Data for this exercise START

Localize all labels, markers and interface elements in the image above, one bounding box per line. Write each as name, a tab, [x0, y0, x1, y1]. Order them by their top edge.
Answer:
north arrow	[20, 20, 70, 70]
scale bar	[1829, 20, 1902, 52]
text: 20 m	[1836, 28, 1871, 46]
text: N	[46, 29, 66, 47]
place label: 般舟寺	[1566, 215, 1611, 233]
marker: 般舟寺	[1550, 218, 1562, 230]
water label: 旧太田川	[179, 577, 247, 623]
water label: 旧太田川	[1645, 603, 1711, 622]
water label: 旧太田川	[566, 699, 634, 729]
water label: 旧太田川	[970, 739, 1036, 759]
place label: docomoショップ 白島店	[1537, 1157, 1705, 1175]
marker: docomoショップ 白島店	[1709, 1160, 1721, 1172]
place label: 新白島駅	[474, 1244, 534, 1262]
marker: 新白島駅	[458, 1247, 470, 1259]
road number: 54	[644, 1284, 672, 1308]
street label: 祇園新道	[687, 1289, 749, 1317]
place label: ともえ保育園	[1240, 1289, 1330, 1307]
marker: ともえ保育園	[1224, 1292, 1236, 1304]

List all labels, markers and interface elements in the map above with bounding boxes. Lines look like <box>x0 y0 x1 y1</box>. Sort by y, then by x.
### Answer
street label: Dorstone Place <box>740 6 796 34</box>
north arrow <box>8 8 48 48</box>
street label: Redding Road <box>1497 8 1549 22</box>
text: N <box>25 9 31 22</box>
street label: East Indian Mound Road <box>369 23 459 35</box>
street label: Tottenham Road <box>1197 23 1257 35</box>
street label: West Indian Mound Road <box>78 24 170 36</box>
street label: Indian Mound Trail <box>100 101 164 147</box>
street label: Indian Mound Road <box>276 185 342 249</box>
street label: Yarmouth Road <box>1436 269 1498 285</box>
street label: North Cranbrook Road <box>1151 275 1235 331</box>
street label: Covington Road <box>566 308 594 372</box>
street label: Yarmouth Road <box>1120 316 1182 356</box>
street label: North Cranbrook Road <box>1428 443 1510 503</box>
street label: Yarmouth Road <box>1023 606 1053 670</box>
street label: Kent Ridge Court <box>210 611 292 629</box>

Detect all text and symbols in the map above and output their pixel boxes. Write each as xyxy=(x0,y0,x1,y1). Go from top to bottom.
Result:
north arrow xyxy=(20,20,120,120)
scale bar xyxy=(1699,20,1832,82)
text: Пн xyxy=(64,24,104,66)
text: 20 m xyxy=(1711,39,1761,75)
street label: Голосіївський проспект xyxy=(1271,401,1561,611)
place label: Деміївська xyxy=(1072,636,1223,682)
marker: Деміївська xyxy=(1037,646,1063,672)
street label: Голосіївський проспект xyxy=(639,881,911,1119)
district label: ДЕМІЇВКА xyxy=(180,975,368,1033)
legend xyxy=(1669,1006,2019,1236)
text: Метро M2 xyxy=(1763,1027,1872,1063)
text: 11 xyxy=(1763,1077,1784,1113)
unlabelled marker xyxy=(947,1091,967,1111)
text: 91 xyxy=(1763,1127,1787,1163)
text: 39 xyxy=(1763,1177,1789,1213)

Data for this exercise END

Work item:
The records above should be duplicated in full, exactly as given.

Expected answer:
Localize all labels, markers and interface elements in the image above, one bounding box per line. Write each as name, a tab, [x0, y0, x1, y1]. Order them by their top edge.
Answer:
north arrow	[20, 20, 70, 70]
scale bar	[1829, 20, 1902, 52]
text: 20 m	[1836, 28, 1871, 46]
text: N	[46, 29, 66, 47]
place label: 般舟寺	[1566, 215, 1611, 233]
marker: 般舟寺	[1550, 218, 1562, 230]
water label: 旧太田川	[179, 577, 247, 623]
water label: 旧太田川	[1645, 603, 1711, 622]
water label: 旧太田川	[566, 699, 634, 729]
water label: 旧太田川	[970, 739, 1036, 759]
place label: docomoショップ 白島店	[1537, 1157, 1705, 1175]
marker: docomoショップ 白島店	[1709, 1160, 1721, 1172]
place label: 新白島駅	[474, 1244, 534, 1262]
marker: 新白島駅	[458, 1247, 470, 1259]
road number: 54	[644, 1284, 672, 1308]
street label: 祇園新道	[687, 1289, 749, 1317]
place label: ともえ保育園	[1240, 1289, 1330, 1307]
marker: ともえ保育園	[1224, 1292, 1236, 1304]

List all labels, markers and interface elements in the map above with bounding boxes. Lines look like <box>x0 y0 x1 y1</box>. Sort by y, then by x.
### Answer
street label: Dorstone Place <box>740 6 796 34</box>
north arrow <box>8 8 48 48</box>
street label: Redding Road <box>1497 8 1549 22</box>
text: N <box>25 9 31 22</box>
street label: East Indian Mound Road <box>369 23 459 35</box>
street label: Tottenham Road <box>1197 23 1257 35</box>
street label: West Indian Mound Road <box>78 24 170 36</box>
street label: Indian Mound Trail <box>100 101 164 147</box>
street label: Indian Mound Road <box>276 185 342 249</box>
street label: Yarmouth Road <box>1436 269 1498 285</box>
street label: North Cranbrook Road <box>1151 275 1235 331</box>
street label: Covington Road <box>566 308 594 372</box>
street label: Yarmouth Road <box>1120 316 1182 356</box>
street label: North Cranbrook Road <box>1428 443 1510 503</box>
street label: Yarmouth Road <box>1023 606 1053 670</box>
street label: Kent Ridge Court <box>210 611 292 629</box>

Detect all text and symbols in the map above and output their pixel boxes. Write each as xyxy=(x0,y0,x1,y1). Go from top to bottom.
Result:
north arrow xyxy=(20,20,120,120)
scale bar xyxy=(1699,20,1832,82)
text: Пн xyxy=(64,24,104,66)
text: 20 m xyxy=(1711,39,1761,75)
street label: Голосіївський проспект xyxy=(1271,401,1561,611)
place label: Деміївська xyxy=(1072,636,1223,682)
marker: Деміївська xyxy=(1037,646,1063,672)
street label: Голосіївський проспект xyxy=(639,881,911,1119)
district label: ДЕМІЇВКА xyxy=(180,975,368,1033)
legend xyxy=(1669,1006,2019,1236)
text: Метро M2 xyxy=(1763,1027,1872,1063)
text: 11 xyxy=(1763,1077,1784,1113)
unlabelled marker xyxy=(947,1091,967,1111)
text: 91 xyxy=(1763,1127,1787,1163)
text: 39 xyxy=(1763,1177,1789,1213)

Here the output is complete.